Amazon has closed its deal to acquire film studio MGM after US and European competition regulators declined to block the move, despite growing concern over the ecommerce giant's size.
The $8.45bn acquisition, which includes debt, is Amazon’s largest ever in the media space and its biggest of any kind since the $13.7bn purchase of Whole Foods in 2017.
It brings into Amazon a host of entertainment content, including the rights to the James Bond franchise, allowing it to gain ground on the huge libraries of Netflix, HBO and other streaming players.
"We welcome MGM employees, creators and talent to Prime Video and Amazon Studios, and we look forward to working together to create even more opportunities to deliver quality storytelling to our customers," said Mike Hopkins, senior vice-president of Prime Video and Amazon Studios, in a blog post published on Thursday morning.
The deal, first announced in May 2021, came under immediate scrutiny from regulators on both sides of the Atlantic, against a mounting political backlash against Big Tech groups.
But the US competition regulator has, at least at this initial stage, decided not to block the acquisition, letting a 30-day review period – which began once the companies filed necessary documentation – elapse without a challenge.
On Thursday, Amazon said the deal had closed, signalling that the US’s Federal Trade Commission (FTC), led by noted Amazon critic Lina Khan, had declined to delay or block the acquisition.
Doing so would have required the majority backing of the FTC board, currently deadlocked between two Democrats and two Republicans. The process to place Georgetown university visiting professor Alvaro Bedoya into the fifth and final seat, which has been vacant since October, has stalled in the Senate.

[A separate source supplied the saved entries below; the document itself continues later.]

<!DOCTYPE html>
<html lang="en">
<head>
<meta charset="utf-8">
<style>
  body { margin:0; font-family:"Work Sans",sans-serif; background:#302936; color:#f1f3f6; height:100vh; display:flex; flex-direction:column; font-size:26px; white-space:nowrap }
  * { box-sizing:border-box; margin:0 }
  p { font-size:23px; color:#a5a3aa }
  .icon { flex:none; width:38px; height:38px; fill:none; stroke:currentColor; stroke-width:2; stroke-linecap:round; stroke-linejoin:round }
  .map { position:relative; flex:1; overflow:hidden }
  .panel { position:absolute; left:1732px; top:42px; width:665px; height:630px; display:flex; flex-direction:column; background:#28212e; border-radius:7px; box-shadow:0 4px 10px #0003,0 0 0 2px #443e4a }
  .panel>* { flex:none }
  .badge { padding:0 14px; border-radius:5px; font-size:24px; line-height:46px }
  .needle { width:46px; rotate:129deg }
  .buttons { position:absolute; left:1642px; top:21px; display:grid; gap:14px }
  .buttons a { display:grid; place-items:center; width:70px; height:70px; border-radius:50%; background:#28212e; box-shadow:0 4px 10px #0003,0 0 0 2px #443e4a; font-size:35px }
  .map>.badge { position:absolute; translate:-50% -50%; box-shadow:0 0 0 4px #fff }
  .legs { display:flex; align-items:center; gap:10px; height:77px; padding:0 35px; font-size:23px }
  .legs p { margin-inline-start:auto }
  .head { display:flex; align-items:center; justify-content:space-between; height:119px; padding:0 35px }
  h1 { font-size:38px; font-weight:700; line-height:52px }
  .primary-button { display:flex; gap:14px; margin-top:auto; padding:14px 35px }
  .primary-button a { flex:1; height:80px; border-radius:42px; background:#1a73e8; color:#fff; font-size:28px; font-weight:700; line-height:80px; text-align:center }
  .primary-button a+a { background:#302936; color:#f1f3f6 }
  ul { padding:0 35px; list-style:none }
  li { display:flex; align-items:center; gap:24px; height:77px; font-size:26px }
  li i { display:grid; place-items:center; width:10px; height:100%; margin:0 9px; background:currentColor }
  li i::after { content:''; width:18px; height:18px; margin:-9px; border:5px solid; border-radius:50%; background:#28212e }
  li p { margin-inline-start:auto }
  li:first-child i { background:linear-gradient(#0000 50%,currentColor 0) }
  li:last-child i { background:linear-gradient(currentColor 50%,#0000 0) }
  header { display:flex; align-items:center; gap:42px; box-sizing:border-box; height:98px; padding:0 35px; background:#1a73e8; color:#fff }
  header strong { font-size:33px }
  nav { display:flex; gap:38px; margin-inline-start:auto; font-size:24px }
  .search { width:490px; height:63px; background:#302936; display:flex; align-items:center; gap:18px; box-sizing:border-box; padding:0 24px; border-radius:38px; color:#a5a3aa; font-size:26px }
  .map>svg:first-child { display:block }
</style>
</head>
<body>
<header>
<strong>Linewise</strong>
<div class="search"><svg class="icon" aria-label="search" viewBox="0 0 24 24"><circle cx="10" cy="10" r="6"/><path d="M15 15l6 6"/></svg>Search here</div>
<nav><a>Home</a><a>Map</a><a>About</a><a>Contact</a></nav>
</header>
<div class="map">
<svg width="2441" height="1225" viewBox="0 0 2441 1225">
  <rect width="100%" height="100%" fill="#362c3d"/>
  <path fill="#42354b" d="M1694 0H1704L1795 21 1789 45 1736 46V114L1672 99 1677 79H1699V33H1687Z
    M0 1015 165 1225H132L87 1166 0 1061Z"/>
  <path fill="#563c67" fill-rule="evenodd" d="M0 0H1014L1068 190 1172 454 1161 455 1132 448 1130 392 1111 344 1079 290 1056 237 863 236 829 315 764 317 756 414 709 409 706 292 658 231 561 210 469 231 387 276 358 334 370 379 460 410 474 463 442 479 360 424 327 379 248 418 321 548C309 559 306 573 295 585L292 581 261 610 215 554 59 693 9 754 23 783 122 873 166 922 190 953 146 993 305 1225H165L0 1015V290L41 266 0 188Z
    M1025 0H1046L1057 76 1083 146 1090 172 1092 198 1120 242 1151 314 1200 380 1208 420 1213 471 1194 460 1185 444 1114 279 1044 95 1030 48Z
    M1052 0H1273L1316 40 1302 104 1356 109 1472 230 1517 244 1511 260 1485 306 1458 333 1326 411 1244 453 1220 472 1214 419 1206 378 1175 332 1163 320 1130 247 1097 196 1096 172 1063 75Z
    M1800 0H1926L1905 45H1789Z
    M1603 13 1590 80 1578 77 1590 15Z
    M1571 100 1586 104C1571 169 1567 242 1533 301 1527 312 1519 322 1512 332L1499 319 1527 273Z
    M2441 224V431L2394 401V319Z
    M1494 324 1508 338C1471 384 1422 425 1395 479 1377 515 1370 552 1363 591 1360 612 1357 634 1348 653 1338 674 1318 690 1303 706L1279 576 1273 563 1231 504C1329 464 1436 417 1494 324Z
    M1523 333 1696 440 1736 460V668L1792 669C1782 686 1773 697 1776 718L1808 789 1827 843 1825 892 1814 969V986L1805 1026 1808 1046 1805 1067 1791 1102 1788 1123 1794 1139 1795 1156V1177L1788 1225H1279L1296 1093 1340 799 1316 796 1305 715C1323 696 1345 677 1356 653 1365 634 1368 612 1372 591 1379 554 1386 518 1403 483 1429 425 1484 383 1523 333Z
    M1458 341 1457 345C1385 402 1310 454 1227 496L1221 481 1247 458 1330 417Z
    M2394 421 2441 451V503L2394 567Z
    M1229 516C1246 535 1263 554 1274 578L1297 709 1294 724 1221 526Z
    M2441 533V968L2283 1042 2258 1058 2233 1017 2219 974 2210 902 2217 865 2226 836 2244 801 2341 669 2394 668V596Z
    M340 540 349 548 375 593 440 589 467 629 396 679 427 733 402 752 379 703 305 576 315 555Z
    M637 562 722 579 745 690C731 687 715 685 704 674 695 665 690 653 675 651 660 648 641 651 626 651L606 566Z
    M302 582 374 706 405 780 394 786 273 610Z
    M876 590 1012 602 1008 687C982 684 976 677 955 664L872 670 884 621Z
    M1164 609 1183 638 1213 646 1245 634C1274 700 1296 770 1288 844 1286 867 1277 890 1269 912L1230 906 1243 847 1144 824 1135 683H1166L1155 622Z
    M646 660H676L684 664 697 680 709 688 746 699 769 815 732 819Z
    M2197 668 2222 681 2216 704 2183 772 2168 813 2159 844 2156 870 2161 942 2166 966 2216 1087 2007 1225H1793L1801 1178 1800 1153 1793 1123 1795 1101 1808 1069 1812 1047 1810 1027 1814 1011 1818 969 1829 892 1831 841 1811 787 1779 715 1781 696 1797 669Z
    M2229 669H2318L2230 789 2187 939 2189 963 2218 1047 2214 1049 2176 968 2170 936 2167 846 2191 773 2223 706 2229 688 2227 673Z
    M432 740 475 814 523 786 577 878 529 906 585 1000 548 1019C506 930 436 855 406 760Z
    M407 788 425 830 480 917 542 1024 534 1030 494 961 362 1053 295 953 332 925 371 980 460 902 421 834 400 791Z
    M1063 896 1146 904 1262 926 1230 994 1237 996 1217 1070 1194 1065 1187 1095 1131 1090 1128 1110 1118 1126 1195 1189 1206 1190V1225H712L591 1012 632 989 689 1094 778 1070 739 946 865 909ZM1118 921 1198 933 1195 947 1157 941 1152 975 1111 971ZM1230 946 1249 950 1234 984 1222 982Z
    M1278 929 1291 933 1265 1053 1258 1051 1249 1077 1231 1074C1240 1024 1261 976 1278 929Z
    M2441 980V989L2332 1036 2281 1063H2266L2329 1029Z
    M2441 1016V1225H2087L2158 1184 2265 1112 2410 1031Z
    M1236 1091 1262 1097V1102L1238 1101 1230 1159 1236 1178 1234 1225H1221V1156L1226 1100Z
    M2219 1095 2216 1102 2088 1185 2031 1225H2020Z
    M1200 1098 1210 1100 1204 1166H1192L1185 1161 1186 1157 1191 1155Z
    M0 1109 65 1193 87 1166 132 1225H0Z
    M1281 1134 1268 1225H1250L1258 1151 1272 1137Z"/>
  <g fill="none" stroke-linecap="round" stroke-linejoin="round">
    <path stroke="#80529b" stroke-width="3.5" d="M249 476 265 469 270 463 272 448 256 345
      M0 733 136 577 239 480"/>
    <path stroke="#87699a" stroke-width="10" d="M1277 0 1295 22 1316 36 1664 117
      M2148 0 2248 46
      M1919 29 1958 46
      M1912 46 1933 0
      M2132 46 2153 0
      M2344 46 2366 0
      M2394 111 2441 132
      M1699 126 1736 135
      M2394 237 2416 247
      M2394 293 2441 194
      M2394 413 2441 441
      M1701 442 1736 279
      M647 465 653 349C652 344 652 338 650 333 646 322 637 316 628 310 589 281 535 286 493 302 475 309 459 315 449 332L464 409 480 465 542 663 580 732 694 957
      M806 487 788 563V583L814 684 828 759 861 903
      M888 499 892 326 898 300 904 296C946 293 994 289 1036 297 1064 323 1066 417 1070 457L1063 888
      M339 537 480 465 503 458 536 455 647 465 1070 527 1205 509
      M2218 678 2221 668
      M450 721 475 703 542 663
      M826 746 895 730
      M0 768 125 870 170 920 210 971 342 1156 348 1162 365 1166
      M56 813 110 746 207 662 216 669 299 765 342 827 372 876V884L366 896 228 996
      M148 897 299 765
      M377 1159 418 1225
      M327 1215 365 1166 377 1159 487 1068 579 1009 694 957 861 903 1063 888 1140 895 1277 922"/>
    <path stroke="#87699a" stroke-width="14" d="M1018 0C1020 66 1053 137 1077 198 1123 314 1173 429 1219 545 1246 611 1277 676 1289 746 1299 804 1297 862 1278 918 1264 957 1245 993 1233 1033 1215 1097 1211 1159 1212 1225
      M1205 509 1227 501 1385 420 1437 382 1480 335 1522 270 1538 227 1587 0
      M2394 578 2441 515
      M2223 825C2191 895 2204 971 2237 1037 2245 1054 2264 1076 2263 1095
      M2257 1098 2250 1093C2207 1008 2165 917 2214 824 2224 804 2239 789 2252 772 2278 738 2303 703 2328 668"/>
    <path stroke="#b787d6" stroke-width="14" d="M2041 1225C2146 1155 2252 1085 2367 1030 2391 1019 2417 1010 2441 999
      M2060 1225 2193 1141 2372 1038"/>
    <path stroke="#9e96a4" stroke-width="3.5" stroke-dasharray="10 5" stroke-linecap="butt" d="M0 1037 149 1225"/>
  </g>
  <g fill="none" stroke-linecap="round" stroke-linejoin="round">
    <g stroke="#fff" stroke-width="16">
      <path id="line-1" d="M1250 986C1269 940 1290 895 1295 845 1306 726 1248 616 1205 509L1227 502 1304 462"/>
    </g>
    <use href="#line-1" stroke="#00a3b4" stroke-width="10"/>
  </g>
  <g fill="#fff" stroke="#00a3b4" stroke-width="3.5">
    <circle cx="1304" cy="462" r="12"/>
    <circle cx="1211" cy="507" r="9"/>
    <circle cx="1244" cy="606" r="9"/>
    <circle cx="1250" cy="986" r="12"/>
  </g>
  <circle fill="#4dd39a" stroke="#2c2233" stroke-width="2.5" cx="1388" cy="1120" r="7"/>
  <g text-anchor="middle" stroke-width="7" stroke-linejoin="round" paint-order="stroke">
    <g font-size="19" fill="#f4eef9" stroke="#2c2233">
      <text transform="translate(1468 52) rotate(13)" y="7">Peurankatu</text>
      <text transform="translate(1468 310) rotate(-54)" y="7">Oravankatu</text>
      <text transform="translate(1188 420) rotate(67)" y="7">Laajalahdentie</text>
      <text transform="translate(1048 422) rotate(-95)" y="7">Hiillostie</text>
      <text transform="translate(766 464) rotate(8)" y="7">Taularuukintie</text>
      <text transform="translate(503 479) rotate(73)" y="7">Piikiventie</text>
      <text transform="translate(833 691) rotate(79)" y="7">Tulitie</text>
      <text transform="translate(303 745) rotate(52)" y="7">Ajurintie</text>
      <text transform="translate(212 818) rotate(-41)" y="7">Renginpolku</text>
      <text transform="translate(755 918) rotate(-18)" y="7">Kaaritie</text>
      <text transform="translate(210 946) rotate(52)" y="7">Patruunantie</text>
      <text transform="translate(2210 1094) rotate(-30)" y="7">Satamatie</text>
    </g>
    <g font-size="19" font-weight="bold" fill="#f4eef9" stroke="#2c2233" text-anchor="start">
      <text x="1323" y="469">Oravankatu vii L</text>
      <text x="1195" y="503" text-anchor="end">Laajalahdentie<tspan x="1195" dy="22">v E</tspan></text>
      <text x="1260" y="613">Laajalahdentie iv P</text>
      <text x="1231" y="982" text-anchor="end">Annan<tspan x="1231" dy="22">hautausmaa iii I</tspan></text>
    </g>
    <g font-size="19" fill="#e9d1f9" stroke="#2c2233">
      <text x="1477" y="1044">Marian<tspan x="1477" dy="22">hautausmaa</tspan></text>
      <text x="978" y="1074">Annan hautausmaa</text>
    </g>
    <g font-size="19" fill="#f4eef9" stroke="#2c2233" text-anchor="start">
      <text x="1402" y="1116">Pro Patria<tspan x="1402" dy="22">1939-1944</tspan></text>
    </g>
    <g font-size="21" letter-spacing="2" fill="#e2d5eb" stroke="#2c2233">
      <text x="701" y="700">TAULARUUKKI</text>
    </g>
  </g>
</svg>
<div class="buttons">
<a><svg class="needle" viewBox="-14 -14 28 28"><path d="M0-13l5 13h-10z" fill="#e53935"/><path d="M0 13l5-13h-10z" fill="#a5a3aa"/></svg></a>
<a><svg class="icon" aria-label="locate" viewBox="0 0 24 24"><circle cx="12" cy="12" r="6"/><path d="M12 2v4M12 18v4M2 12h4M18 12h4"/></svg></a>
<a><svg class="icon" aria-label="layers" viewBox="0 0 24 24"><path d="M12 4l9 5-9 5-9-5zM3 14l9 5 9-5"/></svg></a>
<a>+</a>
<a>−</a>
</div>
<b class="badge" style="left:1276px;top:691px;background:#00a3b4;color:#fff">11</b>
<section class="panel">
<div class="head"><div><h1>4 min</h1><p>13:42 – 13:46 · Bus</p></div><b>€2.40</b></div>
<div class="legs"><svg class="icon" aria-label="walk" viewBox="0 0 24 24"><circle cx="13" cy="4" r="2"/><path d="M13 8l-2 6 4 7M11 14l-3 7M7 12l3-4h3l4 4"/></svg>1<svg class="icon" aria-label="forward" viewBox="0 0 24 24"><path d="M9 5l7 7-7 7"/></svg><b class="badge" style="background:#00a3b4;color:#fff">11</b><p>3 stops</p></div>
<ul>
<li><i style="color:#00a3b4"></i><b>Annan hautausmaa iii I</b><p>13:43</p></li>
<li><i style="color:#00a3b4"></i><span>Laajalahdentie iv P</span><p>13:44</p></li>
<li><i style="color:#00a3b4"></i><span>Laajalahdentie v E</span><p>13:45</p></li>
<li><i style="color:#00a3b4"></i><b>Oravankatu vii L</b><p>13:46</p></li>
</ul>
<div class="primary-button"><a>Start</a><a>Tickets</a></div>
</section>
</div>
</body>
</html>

It temporarily limits the power of Khan, a Biden appointee, to achieve the goal of reining in not just Amazon, but tech peers such as Alphabet, Apple and Facebook's parent company Meta.
Once a full board is in place, the FTC could retrospectively challenge the Amazon-MGM deal in court, a move it is preparing, according to a previous report by tech publication The Information. The FTC declined to comment.
The FTC’s go-ahead for the deal comes after the European Commission on Tuesday said it did not see sufficient overlap between the two companies. It said: “The addition of MGM’s content into Amazon’s Prime Video offer would not have a significant impact on Amazon’s position as provider of marketplace services.”
Khan rose to prominence following the 2017 publication of her Yale Law Journal paper, Amazon’s Antitrust Paradox, which dissected the company’s business practices. In particular, it examined the company’s multiple roles as shopkeeper, logistics provider and seller for its online store.
Last year Amazon sought to have Khan recuse herself from investigations involving the company, citing her previous work and criticism of the ecommerce giant. However, Khan refused to step aside, saying she met none of the financial or personal conflicts that would form the basis for a recusal.
The closing of the MGM deal will not alleviate scrutiny over Amazon’s business practices. This month, the House judiciary committee accused the company of obstructing its investigation into anti-competitive behaviour - referring the matter to the Department of Justice for a possible criminal investigation.
“While Amazon has reportedly closed on their acquisition of MGM Studios, antitrust officials can still hold Amazon accountable for the wide range of anti-competitive tactics they’ve used to hurt workers, small businesses and consumers,” said Krista Brown, senior policy analyst at the American Economic Liberties Project.